Jump to content

Wikidata Query Service/Streaming Updater/Public Update Stream

From Wikitech

The WDQS Streaming Updater produces a stream of RDF updates in order to keep WMF triple stores up to date. Because this stream might have value outside of the WMF infrastructure it is now publicly available via Event_Platform/EventStreams_HTTP_Service.

Available Streams

Events

Events are encoded as JSON documents following the mediawiki/wikibase/entity/rdf_change schema.

The event may happen for different reasons but in most cases it is because of change happening to the wikibase entity. For these cases the operation field is set to:

  • import: when an entity is created or restored
  • diff: when an entity is edited (new revision)
  • delete: when an entity is deleted

In some rarer cases the event may happen for operational purposes when some inconsistencies have been discovered. For these cases the operation field may be set to:

  • reconcile: to tell the consumer that prior data it received concerning this entity might no longer be trusted and that it should consider using the data provided by this event.
  • delete: may also happen for similar purposes when the system discovers that possibly prior events may have wrongly instructed consumers to keep the data related to this entity while in fact it no longer exists.

The purpose of this schema is to be self-sufficient to keep an RDF representation of a Wikibase instance up-to-date (i.e. a triple store) and thus contains all the necessary data to do so without having to call any Wikibase API.

The RDF data itself is encoded in 4 fields:

  • rdf_added_data: the triples that must be added
  • rdf_deleted_data: the triples that must be deleted
  • rdf_linked_shared_data: the triples that might be shared by other entities and could be added. The stream is not aware if this data has already been transferred and thus adding this data again might not be necessary.
  • rdf_unlinked_shared_data: triples that might be used by other entities but are no longer linked from this entity. It is up to the client to determine if these triples are worth keeping or not. Keeping them might lead to "orphaned" triples in the graph. A client may decide that orphans in the graph are an acceptable trade-off or may decide to treat them by deleting them on the fly if they are no longer used. This generally includes:
    • complex values
    • references
    • site links

The RDF data is encoded using the format defined in the mime_type field. As of now only "text/turtle" is expected to be produced. It may be possible that other formats will be used if they're proven more space efficient.

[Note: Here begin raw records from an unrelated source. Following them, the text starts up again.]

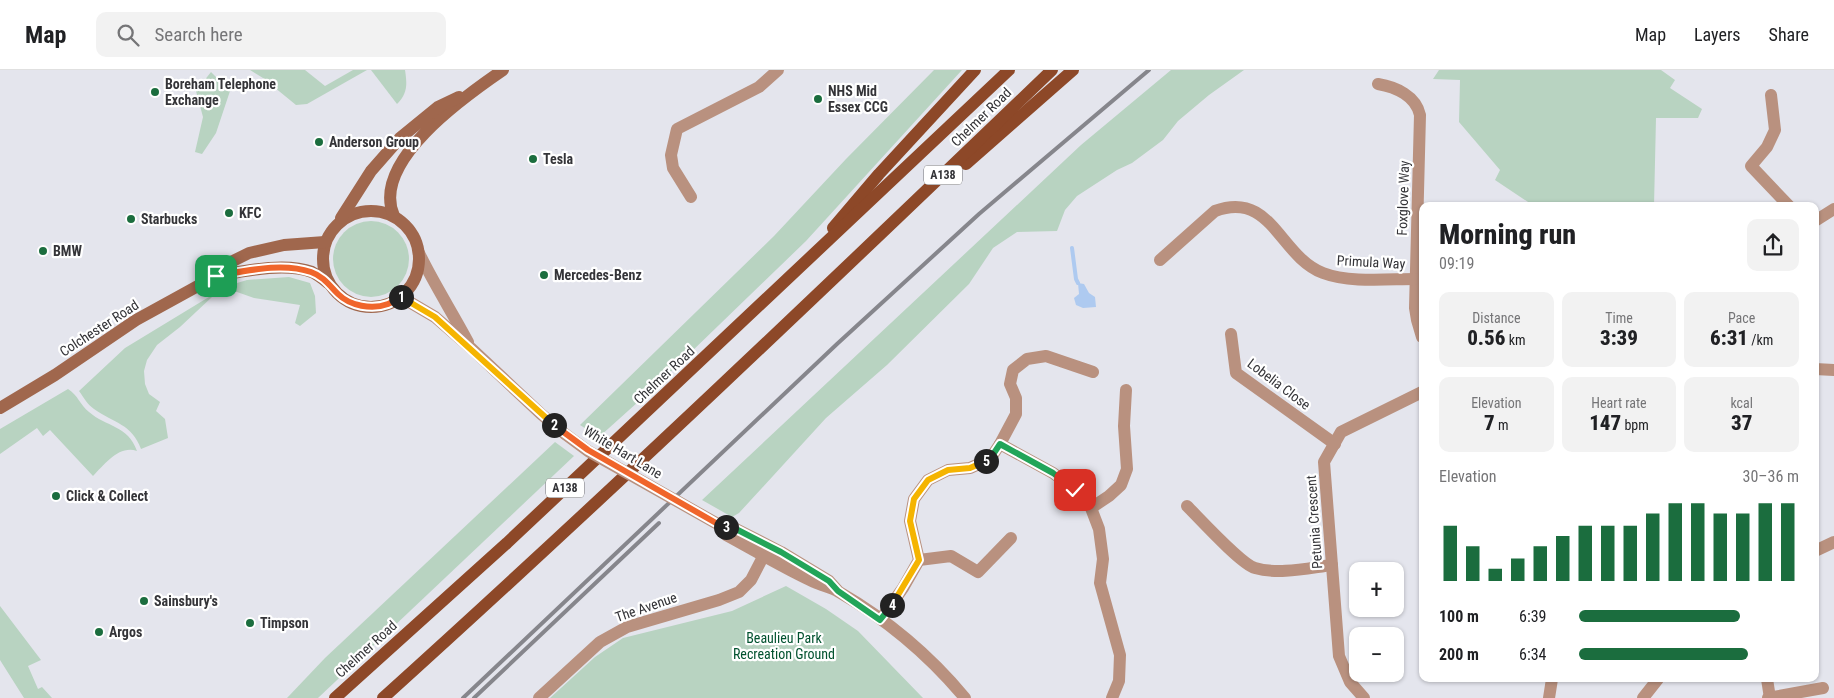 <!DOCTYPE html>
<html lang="en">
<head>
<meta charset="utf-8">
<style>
	body { margin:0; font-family:"Roboto Condensed",sans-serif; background:#f2f2f2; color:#202124; height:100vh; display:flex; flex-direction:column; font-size:19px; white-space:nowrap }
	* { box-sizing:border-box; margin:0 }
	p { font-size:16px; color:#757577 }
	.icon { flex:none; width:28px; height:28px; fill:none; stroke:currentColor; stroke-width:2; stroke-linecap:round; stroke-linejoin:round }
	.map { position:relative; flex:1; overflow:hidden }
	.side { position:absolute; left:1419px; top:132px; width:400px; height:480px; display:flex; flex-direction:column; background:#fff; border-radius:10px; box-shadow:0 1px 4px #0004 }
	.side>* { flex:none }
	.buttons { position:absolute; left:1349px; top:492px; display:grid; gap:10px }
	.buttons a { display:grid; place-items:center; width:55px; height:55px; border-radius:10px; background:#fff; box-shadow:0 1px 4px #0004; font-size:25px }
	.pin { position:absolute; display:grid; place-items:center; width:42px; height:42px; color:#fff; margin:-21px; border-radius:10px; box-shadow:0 2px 8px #0006 }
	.km { position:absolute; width:25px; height:25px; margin:-12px; border-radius:50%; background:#222; color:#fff; font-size:14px; line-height:25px; text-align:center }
	.round { display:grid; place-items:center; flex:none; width:52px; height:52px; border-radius:10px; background:#f2f2f2 }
	.summary { display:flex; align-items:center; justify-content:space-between; height:85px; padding:0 20px }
	h1 { font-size:28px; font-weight:800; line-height:38px }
	.figures { display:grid; grid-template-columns:repeat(3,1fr); gap:8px; height:85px; padding:5px 20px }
	.figures div { display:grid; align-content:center; border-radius:10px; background:#f2f2f2; text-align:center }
	.figures b { font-size:21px; font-weight:800 }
	.figures small { font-size:14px; font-weight:400 }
	.figures p { font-size:14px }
	.chart { height:140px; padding:10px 20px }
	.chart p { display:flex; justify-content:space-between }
	.chart svg { width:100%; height:90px; margin-top:5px; stroke:#1b6d3e; stroke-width:6 }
	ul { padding:0 20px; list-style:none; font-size:16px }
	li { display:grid; grid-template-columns:80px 60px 1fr; align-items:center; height:38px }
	li i { height:12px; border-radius:6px; background:#1b6d3e }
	header { display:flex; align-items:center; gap:30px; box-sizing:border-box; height:70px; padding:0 25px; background:#fff; border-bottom:1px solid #e0e0e0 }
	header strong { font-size:24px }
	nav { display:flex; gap:28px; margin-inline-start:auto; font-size:18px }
	.search { width:350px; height:45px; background:#f2f2f2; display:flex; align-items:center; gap:12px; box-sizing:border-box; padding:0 18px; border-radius:10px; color:#757577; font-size:19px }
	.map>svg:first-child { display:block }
	.green { fill:#b8d3c1 }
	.water { fill:#aecaf0 }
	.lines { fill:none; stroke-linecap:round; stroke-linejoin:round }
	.stream { stroke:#aecaf0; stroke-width:4 }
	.minor { stroke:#b9917f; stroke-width:12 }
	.tertiary { stroke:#b9917f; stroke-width:12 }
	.secondary { stroke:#a0674d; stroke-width:12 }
	.primary { stroke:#8d4828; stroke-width:12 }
	.rail { stroke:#86868c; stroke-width:4 }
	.tertiary-bridge { stroke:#b9917f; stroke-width:12 }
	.split-1-casing { stroke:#fff; stroke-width:10 }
	.split-2-casing { stroke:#fff; stroke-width:10 }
	.split-3-casing { stroke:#fff; stroke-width:10 }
	.split-4-casing { stroke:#fff; stroke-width:10 }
	.split-5-casing { stroke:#fff; stroke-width:10 }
	.split-6-casing { stroke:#fff; stroke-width:10 }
	.split-1 { stroke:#f0652b; stroke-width:6 }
	.split-2 { stroke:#f5b400; stroke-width:6 }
	.split-3 { stroke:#f0652b; stroke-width:6 }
	.split-4 { stroke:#22a559; stroke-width:6 }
	.split-5 { stroke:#f5b400; stroke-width:6 }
	.split-6 { stroke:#22a559; stroke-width:6 }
	.poi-dot { fill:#1b6d3e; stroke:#fff; stroke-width:2 }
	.labels { text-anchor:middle; stroke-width:4.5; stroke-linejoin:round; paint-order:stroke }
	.shield { fill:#fff; stroke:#717174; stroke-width:1 }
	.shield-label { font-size:12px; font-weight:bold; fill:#343438 }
	.poi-label { font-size:14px; font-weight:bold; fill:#343438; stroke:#fff; text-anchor:start }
	.street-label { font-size:14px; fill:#343438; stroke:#fff }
	.park-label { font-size:14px; fill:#02522f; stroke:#fff }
</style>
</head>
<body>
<header>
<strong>Map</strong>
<div class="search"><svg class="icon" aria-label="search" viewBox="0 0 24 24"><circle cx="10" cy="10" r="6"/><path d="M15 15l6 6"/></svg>Search here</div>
<nav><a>Map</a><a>Layers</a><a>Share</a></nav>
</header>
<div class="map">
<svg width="1834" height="628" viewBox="0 0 1834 628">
	<rect width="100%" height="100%" fill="#e4e5ed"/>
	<g class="green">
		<polygon points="250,0 305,0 325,16 353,0 367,0 307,34 296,35 263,8"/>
		<path d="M371,0H405C407,14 408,23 397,34Z"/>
		<polygon points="934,0 962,0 806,171 658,314 599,367 580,355 774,166 846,89"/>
		<polygon points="1171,0 1244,0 1209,25 1178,51 1163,70 1132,93 1117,100 1077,126 1065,140 1057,161 1017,162 993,178 969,214 887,295 826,348 739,443 732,447 702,430 1081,75"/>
		<polygon points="1439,0 1661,0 1675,10 1670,18 1702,39 1698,48 1656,48 1654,136 1534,136 1495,110 1500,100 1459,52 1460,10 1433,9"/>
		<polygon points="211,2 230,21 216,63 202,84 195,82 203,47 196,21"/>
		<circle cx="371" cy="189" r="38"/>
		<path d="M289,207L310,213L315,226L316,243L300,256L295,253L300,235L254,228L237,222H226L212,227L180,257L157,275L147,290L144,301L145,314L149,324L160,332L156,341L165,349L168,368L141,379C132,354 114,353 94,339C88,335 84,328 79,321L125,278L227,216L247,210Z"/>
		<path d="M68,319C78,325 80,335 89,342C106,357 128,355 137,381C119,375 105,394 93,406L50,360L43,366L37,358L0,384V359Z"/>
		<polygon points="555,372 574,386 318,628 287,628 325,588"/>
		<polygon points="786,516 826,539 858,561 923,628 550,628 595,587 623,568 732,541"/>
		<polygon points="0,536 41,590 28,596 38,619 42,617 52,628 24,628 0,590"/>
	</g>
	<polygon class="water" points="1078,213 1084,214 1089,223 1095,227 1096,237 1083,238 1076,235 1074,228 1079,224"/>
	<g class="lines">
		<polyline class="stream" points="1072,178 1076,209 1078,213"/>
		<g class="minor">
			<path d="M1378,14C1396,17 1416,26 1420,45L1415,238L1417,250L1422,267"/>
			<polyline points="1771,25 1775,60 1767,77 1751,96 1789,136"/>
			<polyline points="691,127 673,98 671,85 677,59 759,17 778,0"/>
			<polyline points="1815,151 1834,139"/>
			<path d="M1160,190L1215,141C1272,120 1279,186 1323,203C1349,213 1388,209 1415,209"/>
			<polyline points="1231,264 1236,303 1335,374"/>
			<polyline points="1815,299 1834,300"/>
			<polyline points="1000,374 1016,344 1016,328 1010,314 1013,300 1027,289 1046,286 1093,302"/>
			<path d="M1187,436C1200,449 1241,494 1255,498C1279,505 1308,498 1332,495"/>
			<polyline points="1091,438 1109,426 1121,415 1127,399 1124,356 1126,320"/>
			<polyline points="919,490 951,486 978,502 1011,468"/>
			<polyline points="881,549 903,518 919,490 910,451 914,429 928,410 948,400 970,398 990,389 1000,374 1053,403 1075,419 1091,438 1099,459 1103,489 1100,513 1120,585 1119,611 1112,628"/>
			<polyline points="1767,609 1770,628"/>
			<polyline points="539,628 600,572 627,557 719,530 739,522 751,510 764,485"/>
			<polyline points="1364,628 1350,612 1339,586 1324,392 1341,362 1422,322"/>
			<polyline points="1549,628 1552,609"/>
			<polyline points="1768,628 1823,618"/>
		</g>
		<g class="tertiary">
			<path d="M419,183C434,214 452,242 468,272"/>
			<polyline points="401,227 435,247 472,279 541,344 565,364"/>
			<polyline points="1815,481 1834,472"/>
			<path d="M838,521L829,511L781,482L732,457H723L726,465C754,480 785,499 814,512C822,516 832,517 839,522C886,549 930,586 965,628"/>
			<polyline points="1643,628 1658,609"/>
		</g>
		<g class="secondary">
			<circle cx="371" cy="189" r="48"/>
			<path d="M394,146C370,92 465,26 503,0"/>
			<polyline points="341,148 371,101 400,68 438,37 459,27"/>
			<path d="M216,206C244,201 285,192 312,202C318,205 323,209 328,213"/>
			<polyline points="0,338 55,305 136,250 216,206 231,192 249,183 284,175 325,172"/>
		</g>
		<g class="primary">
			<polyline points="966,94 1073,0"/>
			<polyline points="833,158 879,104 975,0"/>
			<polyline points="335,628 507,473 1009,0"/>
			<path d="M383,628C610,423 831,212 1052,0"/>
		</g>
		<g class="rail">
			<polyline points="463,628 837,274 979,144 1149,0"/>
			<polyline points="474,628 659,453"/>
		</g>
		<polyline class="tertiary-bridge" points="565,364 588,381 723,457"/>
	</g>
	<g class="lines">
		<defs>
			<path id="split-1" d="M216,206C246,201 282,192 311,202C323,206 330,216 338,224C350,236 372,240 388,234C393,232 397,229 401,227"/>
			<polyline id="split-2" points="401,227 435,247 554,355"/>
			<polyline id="split-3" points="554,355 588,380 723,457 726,457"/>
			<polyline id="split-4" points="726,457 732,457 781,482 829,511 838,521 880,550 892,535"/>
			<polyline id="split-5" points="892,535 919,490 910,451 914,429 928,410 948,400 970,398 986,391"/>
			<polyline id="split-6" points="986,391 990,389 1000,374 1053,403 1075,420"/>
		</defs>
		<use href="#split-1" class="split-1-casing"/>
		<use href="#split-2" class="split-2-casing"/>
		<use href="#split-3" class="split-3-casing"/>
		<use href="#split-4" class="split-4-casing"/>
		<use href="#split-5" class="split-5-casing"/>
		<use href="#split-6" class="split-6-casing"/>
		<use href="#split-1" class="split-1"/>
		<use href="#split-2" class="split-2"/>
		<use href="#split-3" class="split-3"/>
		<use href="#split-4" class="split-4"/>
		<use href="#split-5" class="split-5"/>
		<use href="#split-6" class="split-6"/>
	</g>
	<g class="poi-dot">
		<circle cx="155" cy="22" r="5"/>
		<circle cx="818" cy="29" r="5"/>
		<circle cx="319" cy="72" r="5"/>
		<circle cx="533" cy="89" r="5"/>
		<circle cx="229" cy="143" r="5"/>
		<circle cx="131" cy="149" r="5"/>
		<circle cx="43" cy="181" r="5"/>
		<circle cx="544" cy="205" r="5"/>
		<circle cx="56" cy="426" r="5"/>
		<circle cx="144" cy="531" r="5"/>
		<circle cx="250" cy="553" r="5"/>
		<circle cx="99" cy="562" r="5"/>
	</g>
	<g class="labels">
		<g class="shield">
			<rect x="924" y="95.5" width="38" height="19" rx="4"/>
			<rect x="546" y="408.5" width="38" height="19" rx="4"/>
		</g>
		<g class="shield-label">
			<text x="943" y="109">A138</text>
			<text x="565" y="422">A138</text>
		</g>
		<g class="poi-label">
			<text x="165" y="19">Boreham Telephone<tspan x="165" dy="16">Exchange</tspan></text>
			<text x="828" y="26">NHS Mid<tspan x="828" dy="16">Essex CCG</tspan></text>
			<text x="329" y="77">Anderson Group</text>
			<text x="543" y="94">Tesla</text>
			<text x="239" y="148">KFC</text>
			<text x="141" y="154">Starbucks</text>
			<text x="53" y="186">BMW</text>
			<text x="554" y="210">Mercedes-Benz</text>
			<text x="66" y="431">Click &amp; Collect</text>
			<text x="154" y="536">Sainsbury's</text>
			<text x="260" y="558">Timpson</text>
			<text x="109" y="567">Argos</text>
		</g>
		<g class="street-label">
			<text transform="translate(981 47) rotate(-44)" y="5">Chelmer Road</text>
			<text transform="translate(1403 128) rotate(-88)" y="5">Foxglove Way</text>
			<text transform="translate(1371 192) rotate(3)" y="5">Primula Way</text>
			<text transform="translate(99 258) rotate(-33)" y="5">Colchester Road</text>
			<text transform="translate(664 305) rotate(-43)" y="5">Chelmer Road</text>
			<text transform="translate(1279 314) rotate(37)" y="5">Lobelia Close</text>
			<text transform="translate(623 382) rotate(31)" y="5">White Hart Lane</text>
			<text transform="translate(1314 452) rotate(-94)" y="5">Petunia Crescent</text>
			<text transform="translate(646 537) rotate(-19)" y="5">The Avenue</text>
			<text transform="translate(366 579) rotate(-42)" y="5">Chelmer Road</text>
		</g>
		<g class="park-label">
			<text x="784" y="573">Beaulieu Park<tspan x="784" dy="16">Recreation Ground</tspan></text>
		</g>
	</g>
</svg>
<div class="buttons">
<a>+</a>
<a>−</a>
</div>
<div class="pin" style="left:216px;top:206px;background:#1e9e55"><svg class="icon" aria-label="arrive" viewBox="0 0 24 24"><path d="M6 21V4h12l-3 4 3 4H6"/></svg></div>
<div class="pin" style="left:1075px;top:420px;background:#d93025"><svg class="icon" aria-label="check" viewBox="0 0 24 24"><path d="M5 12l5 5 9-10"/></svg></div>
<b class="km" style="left:401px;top:227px">1</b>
<b class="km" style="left:554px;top:355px">2</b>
<b class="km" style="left:726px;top:457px">3</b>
<b class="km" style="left:892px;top:535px">4</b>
<b class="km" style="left:986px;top:391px">5</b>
<section class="side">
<div class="summary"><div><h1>Morning run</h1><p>09:19</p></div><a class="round"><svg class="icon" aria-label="share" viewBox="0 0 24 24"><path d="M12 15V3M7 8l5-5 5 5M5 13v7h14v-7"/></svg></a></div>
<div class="figures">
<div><p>Distance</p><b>0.56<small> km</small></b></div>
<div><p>Time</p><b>3:39</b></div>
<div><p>Pace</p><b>6:31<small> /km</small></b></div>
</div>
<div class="figures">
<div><p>Elevation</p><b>7<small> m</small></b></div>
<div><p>Heart rate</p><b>147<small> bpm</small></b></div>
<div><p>kcal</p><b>37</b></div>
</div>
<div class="chart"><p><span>Elevation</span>30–36 m</p>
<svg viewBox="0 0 160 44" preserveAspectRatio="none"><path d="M5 44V17M15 44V27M25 44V38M35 44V33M45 44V27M55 44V22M65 44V17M75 44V17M85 44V17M95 44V11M105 44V6M115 44V6M125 44V11M135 44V11M145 44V6M155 44V6"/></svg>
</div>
<ul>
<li><b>100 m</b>6:39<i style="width:73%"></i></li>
<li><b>200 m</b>6:34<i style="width:77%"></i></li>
</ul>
</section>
</div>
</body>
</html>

These data fields are populated differently depending on the type operation performed:

  • import: rdf_added_data and rdf_linked_shared_data are populated
  • diff: all these four fields are populated
  • delete: none of them, the client must be able to retrieve all the related triples owned by the given entity.
  • reconcile: only rdf_added_data is used

RDF

The fields containing the RDF content do contain data that is compliant with mw:Wikibase/Indexing/RDF_Dump_Format but with the same differences seen in WDQS:

  • rdf:type statements are omitted for performance reasons
  • data (wdata:) nodes are not emitted
  • only rdfs:label is present (duplicated schema:name & skos:prefLabel are omitted)
  • SomeValue are not encoded as blank node but skolems (mw:Wikidata_Query_Service/Blank_Node_Skolemization)

Event reconstruction

The event may be stored in messaging system that may not be designed to store large payloads (i.e. kafka). Since the data of a wikibase entity may possibly be large comparatively to what is acceptable by such messaging system the event may be split into multiple consecutive chunks. Event that are split are identified using the two fields:

  • sequence: the index of the chunk, starting from 0
  • sequence_length: the number of chunks the event was split into

The client must reconstruct the message before processing it. Chunks related to the same event will have the same data in all its fields except for:

  • the fields containing the rdf content
  • the meta.dt field
  • the meta.id field

To reconstruct the event the client must parse the content of all the individual rdf content fields into a list of rdf statements and append to these lists the statement it parses for all the chunks. When consuming from a stream chunks are expected to appear consecutively, the meta.request_id can be used to verify that the chunks are consistent. When consuming from a stream the client must be able to buffer all the chunks for a given event but is not required to buffer multiple events. In other words a stream consumer can simply buffer event testing the simple condition:

  • sequence + 1 == sequence_length.

When using this data from a batch storage the client is expected to reconstruct the event grouping on meta.request_id for messages having sequence_length > 1.

Event Ordering

Ordering is guaranteed on a per entity basis:

  • two consecutive edits happening on the same entity are guaranteed to appear one after another in the right order
  • two consecutive edits happening on two different entities are not guaranteed to appear in the same order they happened in the wikibase instance

This is generally not a problem but may pose interesting challenges for sitelinks which are currently modeled as a separate well identified subject. In other words this means that two entities might possibly link to the same sitelink while the stream is consumed. This is one of the reason the site links portion of the graph is considered shared linked data. The other reason is historical, see phab:T44325.